We draw a circle on the board and write formal curriculum inside the middle of it. So you have a child that comes to kindergarten on the first day, and that child walks into school and they see teachers who look like them. They encounter teachers and curriculum documents and school policies and practices, particularly when we’re talking about kindergarten and grade one, with which that child is very comfortable. They know, or they very quickly cue into or pick up on the inflections in teachers’ voices. We reference again Delpit’s (1988) codes of power – the ways teachers speak, so that some children come to school and they understand when the teacher says “let’s all line up now, okay?” that it is not actually a request. It is a requirement, even though the inflection of the teacher’s voice has turned it into—and the use of the word ‘okay’ has turned it into – an apparent question that might for some children seems to imply choice.

So some children see themselves in the faces and bodies of the teacher, they encounter norms and values inside school policies and practices that they either already know or they’re comfortable with. That is, they go through school and develop more and more familiarity with the curriculum content. They, again, see themselves, hear themselves, encounter their communities and values and ancestors being presented, and in positive ways. Their task is a single one – to proceed through school and demonstrate how successfully they have absorbed the information that we call knowledge that is contained within the formal curriculum.

For many children, however, school consists not of one process, but of two, both of which happen on a daily basis from the first day of school to the last. Children who come to school and do not see themselves in the formal curriculum, whose history/ies are not the ones contained in the texts, whose values and beliefs are not those espoused in the policies and practices of school, whose teachers do not look like them – these children must do two things. They must still absorb the information of school and return it to their teacher in a demonstration of “what has been learned”, and they must also try to make sense of the reality that school, which is supposed to be a welcoming space of belonging, seems to not be a place of their being able to belong, for they see themselves reflected nowhere. This cognitive dissonance – this ongoing event which makes no sense for many children – can lead to resentment, confusion, despair, apathy, anger, or leaving. Not always, but often.

These children come to school and they encounter the same expectations and curriculum content, and policies and processes, and the same teachers, but they have to do two things because they don’t see themselves reflected, or reflected positively, in curriculum content. They don’t encounter policies and practices that value the communities from which they come, or the family in which they live, or take into account their families and their values, community culture, traditions, or beliefs. As an example, there’s an expectation on the part of many school teachers and many schools that field trips are just a good thing, without acknowledging that for some families, they’re not at all a good thing because they cost money that the family doesn’t have.

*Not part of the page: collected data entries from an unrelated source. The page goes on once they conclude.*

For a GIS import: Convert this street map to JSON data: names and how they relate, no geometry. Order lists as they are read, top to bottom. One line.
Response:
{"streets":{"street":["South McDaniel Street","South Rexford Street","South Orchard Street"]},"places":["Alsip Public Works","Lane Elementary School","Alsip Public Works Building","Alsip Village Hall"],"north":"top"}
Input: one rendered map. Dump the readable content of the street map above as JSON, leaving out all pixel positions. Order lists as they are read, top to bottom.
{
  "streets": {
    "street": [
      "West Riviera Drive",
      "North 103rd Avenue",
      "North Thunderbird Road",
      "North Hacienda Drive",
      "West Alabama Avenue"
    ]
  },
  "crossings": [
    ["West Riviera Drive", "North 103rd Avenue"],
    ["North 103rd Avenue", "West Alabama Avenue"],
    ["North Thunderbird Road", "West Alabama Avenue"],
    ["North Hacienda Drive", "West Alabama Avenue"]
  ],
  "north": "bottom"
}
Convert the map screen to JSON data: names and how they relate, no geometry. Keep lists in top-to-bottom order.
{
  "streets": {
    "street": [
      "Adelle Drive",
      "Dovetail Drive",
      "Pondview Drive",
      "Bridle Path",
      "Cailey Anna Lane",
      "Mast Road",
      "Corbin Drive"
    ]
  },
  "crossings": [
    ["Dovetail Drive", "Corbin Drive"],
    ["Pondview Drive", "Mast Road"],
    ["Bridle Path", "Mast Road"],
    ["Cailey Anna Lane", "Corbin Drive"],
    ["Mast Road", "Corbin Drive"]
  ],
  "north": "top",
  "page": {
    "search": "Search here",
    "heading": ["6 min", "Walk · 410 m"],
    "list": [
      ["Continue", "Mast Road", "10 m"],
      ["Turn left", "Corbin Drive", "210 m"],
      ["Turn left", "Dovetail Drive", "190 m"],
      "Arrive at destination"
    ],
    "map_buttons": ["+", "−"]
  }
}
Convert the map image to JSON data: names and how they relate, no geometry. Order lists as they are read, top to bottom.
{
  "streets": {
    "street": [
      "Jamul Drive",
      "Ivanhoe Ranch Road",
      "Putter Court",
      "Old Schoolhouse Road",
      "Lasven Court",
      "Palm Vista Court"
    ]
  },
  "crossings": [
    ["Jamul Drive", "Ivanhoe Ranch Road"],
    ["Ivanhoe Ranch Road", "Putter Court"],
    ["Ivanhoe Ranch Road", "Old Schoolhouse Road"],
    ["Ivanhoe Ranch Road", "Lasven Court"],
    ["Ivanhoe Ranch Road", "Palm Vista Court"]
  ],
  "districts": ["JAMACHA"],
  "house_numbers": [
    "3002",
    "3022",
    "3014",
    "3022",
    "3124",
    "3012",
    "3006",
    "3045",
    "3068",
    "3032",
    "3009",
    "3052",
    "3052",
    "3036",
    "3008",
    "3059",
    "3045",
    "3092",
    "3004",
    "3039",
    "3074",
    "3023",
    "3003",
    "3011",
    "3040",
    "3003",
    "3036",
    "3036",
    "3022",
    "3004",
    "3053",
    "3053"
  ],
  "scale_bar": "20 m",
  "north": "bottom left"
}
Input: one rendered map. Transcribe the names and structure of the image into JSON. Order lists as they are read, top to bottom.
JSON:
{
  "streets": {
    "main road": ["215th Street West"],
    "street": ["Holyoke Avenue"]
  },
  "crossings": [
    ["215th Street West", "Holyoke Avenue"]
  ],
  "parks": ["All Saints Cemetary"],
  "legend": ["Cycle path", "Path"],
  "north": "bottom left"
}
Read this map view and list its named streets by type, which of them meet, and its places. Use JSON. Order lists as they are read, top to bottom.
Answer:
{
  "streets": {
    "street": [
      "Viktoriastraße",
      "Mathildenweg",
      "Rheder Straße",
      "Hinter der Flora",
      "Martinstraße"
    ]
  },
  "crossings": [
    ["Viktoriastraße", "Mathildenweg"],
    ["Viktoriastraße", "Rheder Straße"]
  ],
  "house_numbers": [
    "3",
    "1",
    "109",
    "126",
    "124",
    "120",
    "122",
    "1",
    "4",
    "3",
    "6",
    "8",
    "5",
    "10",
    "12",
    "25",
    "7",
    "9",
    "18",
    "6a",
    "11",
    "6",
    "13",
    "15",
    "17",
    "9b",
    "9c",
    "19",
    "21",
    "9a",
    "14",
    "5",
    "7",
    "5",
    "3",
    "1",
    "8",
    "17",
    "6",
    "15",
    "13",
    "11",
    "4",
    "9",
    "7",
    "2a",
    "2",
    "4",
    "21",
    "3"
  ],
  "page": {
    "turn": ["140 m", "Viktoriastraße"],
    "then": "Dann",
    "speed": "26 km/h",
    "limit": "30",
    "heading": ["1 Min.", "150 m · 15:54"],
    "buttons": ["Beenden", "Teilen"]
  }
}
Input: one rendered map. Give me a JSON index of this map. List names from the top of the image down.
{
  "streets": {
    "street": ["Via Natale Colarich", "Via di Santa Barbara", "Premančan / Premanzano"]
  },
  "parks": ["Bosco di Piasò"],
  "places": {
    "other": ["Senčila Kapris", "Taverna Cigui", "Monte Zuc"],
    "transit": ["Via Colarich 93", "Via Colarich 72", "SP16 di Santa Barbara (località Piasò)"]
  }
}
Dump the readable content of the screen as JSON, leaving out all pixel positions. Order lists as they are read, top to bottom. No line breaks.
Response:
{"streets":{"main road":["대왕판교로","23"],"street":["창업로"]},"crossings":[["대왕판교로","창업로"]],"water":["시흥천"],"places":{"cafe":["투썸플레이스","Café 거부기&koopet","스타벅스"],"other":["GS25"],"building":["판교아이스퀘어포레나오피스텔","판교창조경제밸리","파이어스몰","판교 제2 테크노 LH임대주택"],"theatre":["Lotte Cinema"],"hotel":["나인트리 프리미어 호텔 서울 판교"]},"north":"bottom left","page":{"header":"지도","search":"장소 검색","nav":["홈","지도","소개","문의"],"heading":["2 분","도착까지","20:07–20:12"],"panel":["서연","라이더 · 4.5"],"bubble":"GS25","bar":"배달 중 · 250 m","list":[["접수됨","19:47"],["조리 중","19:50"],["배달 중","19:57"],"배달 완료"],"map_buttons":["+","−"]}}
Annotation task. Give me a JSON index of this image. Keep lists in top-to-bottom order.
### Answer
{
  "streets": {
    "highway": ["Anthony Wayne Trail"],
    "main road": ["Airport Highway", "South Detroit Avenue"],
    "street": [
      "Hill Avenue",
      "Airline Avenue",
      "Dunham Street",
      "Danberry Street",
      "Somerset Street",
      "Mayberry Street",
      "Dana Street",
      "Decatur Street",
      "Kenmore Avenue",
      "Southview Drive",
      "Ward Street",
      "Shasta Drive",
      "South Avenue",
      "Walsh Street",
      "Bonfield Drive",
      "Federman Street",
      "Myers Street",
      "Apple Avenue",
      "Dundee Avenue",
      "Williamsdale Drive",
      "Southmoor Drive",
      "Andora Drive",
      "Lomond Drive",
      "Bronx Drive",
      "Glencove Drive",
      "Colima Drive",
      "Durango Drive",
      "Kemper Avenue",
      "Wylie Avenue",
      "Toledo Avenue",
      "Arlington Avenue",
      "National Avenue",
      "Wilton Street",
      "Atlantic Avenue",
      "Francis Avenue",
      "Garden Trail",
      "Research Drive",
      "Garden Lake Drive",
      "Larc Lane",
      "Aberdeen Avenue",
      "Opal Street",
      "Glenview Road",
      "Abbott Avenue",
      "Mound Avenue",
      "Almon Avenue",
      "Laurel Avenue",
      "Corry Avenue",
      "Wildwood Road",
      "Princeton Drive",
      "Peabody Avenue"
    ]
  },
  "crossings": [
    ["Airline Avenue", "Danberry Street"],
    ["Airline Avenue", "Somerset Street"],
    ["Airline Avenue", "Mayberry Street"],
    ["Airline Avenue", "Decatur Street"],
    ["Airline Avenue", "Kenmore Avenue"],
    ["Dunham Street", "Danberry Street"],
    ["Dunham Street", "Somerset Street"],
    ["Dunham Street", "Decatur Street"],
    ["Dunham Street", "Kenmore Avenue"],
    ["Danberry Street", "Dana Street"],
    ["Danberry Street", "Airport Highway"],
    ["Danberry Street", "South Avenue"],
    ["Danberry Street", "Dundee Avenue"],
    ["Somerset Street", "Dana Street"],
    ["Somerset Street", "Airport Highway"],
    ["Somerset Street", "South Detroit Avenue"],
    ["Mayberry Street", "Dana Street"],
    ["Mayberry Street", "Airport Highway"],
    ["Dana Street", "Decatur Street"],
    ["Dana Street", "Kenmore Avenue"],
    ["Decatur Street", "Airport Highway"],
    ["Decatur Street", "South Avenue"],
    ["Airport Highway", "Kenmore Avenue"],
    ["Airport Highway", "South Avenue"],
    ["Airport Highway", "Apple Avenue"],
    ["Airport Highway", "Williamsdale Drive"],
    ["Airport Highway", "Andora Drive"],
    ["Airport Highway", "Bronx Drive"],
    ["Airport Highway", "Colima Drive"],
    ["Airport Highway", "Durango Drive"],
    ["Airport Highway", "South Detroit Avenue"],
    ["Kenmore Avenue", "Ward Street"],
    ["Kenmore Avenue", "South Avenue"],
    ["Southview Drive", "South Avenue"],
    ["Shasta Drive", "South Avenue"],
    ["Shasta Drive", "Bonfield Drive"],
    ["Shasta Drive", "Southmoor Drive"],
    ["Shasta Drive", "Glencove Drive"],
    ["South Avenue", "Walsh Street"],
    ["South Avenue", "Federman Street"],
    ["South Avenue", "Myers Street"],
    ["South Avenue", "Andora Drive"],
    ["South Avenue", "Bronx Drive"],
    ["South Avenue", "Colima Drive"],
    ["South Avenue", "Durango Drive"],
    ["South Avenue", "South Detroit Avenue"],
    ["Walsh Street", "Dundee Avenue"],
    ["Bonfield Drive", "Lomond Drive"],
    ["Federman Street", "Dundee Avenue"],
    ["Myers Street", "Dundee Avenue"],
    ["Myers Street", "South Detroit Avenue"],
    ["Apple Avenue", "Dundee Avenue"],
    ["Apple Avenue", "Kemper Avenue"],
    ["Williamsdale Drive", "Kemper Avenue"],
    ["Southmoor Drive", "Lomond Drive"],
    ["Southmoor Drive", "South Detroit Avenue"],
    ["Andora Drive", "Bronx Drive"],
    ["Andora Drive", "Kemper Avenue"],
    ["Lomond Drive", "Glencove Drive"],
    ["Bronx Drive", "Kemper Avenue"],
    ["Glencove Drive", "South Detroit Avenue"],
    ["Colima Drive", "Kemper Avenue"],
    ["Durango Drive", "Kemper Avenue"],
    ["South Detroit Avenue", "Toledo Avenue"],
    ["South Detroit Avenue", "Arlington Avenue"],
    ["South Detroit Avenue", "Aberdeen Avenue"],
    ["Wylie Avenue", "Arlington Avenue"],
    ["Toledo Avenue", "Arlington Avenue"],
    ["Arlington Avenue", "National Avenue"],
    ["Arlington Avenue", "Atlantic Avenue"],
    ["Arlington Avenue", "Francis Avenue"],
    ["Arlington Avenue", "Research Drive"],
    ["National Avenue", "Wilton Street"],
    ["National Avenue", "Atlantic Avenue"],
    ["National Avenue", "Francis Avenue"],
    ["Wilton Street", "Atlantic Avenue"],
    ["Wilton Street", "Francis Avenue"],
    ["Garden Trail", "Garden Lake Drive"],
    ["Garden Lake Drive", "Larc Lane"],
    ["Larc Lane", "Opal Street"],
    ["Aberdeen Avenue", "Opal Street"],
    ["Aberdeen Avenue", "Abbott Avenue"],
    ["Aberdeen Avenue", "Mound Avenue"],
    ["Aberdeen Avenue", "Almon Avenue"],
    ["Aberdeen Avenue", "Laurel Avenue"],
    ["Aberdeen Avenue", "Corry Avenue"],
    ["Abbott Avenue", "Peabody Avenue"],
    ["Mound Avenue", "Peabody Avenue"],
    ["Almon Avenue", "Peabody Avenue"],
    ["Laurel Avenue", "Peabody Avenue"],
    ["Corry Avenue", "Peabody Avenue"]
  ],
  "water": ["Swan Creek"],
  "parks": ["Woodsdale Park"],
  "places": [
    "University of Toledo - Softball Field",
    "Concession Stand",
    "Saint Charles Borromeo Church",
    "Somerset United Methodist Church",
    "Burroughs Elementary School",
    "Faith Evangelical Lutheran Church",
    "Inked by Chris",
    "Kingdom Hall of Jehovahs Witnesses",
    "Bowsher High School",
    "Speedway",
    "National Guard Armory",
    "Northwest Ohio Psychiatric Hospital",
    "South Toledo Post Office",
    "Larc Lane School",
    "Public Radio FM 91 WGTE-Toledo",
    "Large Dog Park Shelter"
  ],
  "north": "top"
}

So some students have to do two things. They still have to take up the content, reflect it back in defined, appropriate kinds of ways that demonstrate that they have taken up this knowledge. They know stuff, so they have to pass the tests or the projects or whatever. But they also, and simultaneously, have to try and make sense of being required to be inside an institution every day where they can’t find a place of belonging for themselves; an institution that in many instances says fairly specifically to kids, ‘you don’t belong here. We’re not talking about your history or we’re not talking about it in positive kinds of ways. We’ll refer to your ancestors in derogatory kinds of ways. We won’t talk about contemporary First Nations people (as one example). We won’t talk about the history of colonialism and colonization, and deprivation and the residential schooling system, and the reservation system. Those things will not be part of our curriculum,’ so the only ways some children are going to encounter themselves at all in formal curriculum is through very negative kinds of ways, or exclusion. And if they try to speak their reality, they’re often shut down or punished, made to leave the room because they’re disruptive.

Our work as educators begins, therefore, with an acknowledgement of all of those wonderfully disparate bodies that occupy our classroom spaces. We must believe that all of our students can succeed. We need to see our students as individuals with immense capacity for creativity. We must respect the individual needs of all students and foster a caring and creative environment that supports the social, emotional, physical, and intellectual development of each person. Big responsibilities? Absolutely. But not impossible. We’re teachers: we’ve got this!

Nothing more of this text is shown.